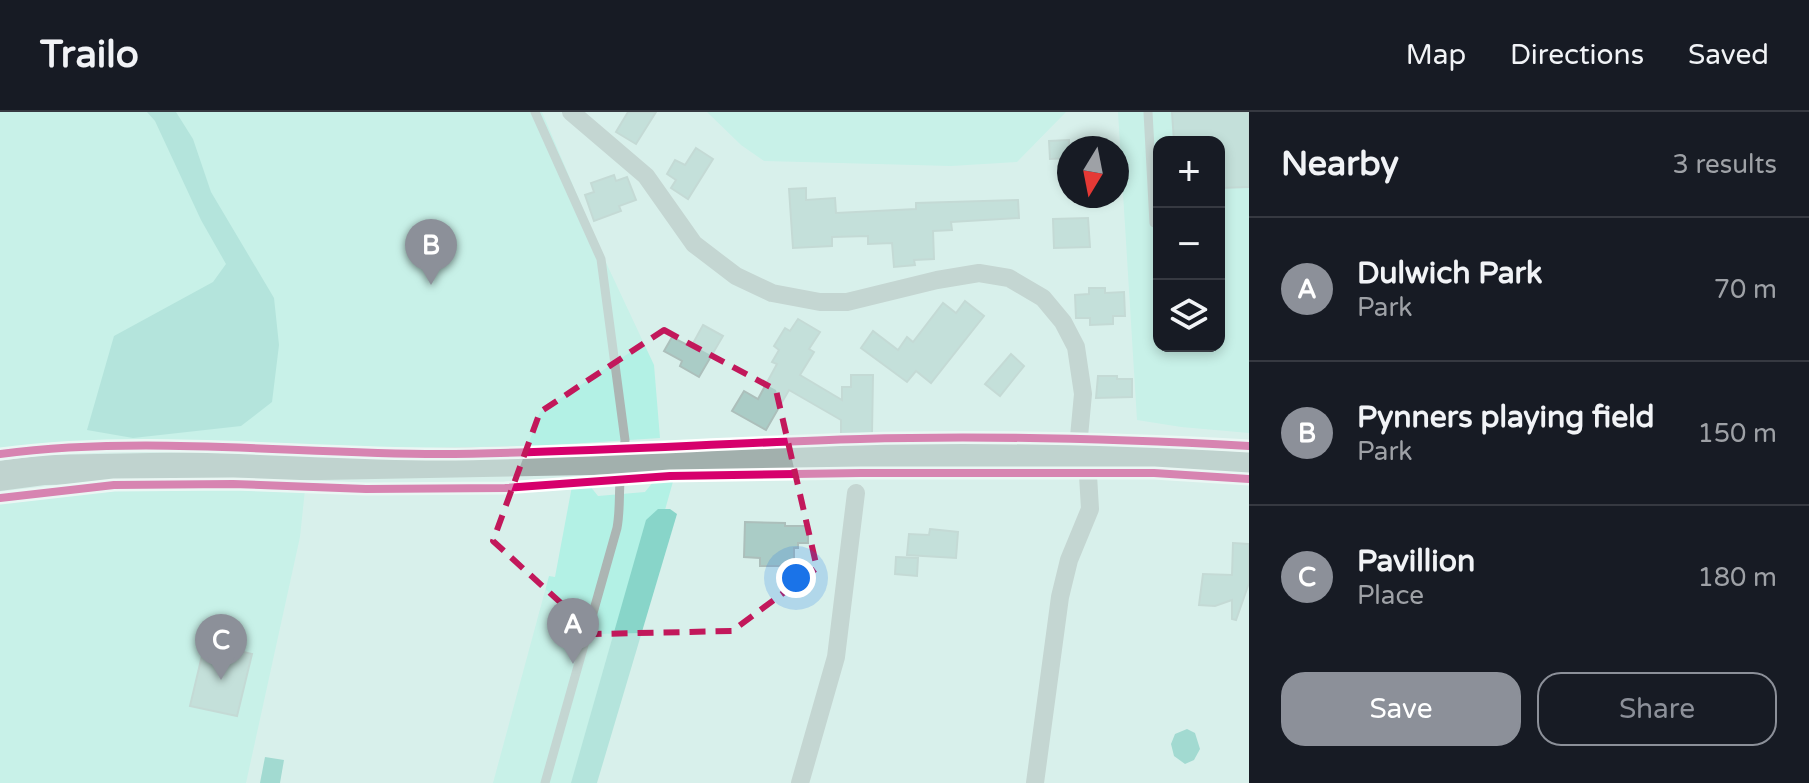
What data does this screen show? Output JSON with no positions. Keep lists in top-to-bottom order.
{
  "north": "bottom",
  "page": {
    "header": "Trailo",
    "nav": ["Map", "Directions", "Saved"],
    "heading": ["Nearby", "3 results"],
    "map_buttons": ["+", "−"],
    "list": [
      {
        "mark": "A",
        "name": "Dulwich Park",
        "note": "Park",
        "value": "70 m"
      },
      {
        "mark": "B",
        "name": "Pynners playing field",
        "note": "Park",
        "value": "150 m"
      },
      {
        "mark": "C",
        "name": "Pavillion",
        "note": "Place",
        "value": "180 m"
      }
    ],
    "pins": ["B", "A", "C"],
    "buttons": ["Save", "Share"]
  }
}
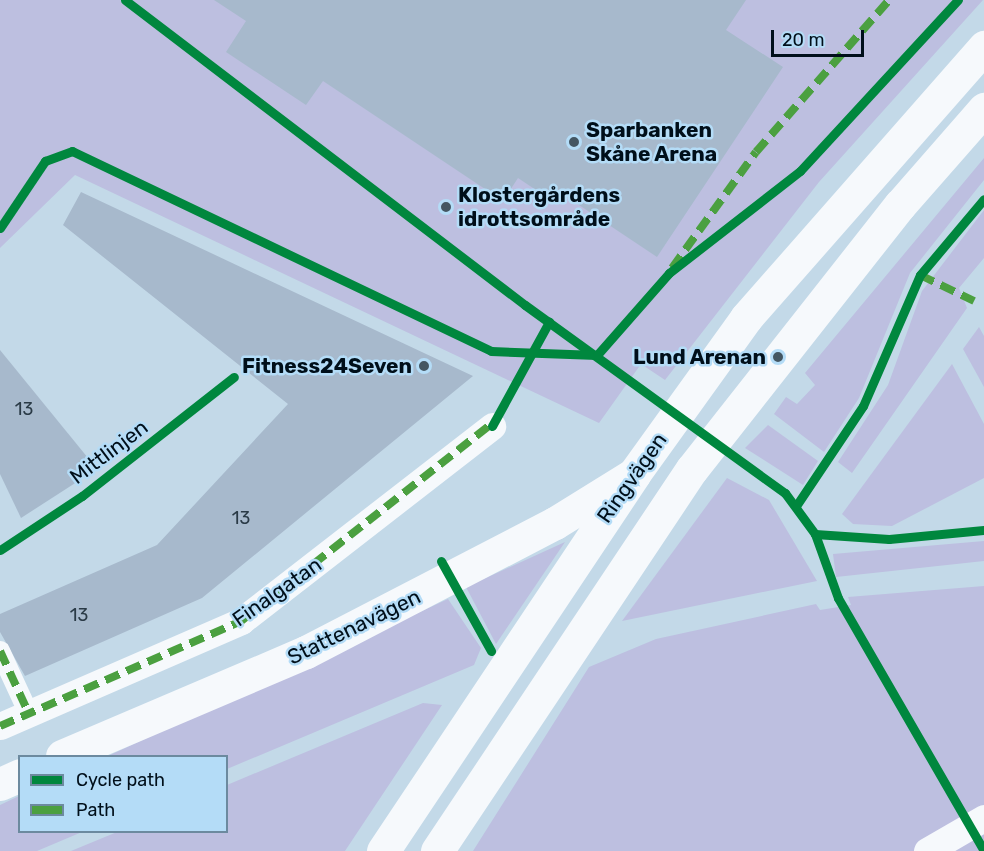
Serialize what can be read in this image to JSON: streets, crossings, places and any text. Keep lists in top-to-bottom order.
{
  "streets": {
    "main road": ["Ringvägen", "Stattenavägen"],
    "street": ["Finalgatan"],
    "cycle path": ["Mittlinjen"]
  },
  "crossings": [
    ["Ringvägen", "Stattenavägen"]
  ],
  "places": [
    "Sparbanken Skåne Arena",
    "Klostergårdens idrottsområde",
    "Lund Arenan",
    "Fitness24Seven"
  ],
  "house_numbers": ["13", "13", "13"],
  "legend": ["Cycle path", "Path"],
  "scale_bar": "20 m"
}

= = = = =

Only the lines from the one containing "Serialize what can" through the last line of the material should be returned, each one exactly as written.

Serialize what can be read in this image to JSON: streets, crossings, places and any text. Keep lists in top-to-bottom order.
{
  "streets": {
    "main road": ["Ringvägen", "Stattenavägen"],
    "street": ["Finalgatan"],
    "cycle path": ["Mittlinjen"]
  },
  "crossings": [
    ["Ringvägen", "Stattenavägen"]
  ],
  "places": [
    "Sparbanken Skåne Arena",
    "Klostergårdens idrottsområde",
    "Lund Arenan",
    "Fitness24Seven"
  ],
  "house_numbers": ["13", "13", "13"],
  "legend": ["Cycle path", "Path"],
  "scale_bar": "20 m"
}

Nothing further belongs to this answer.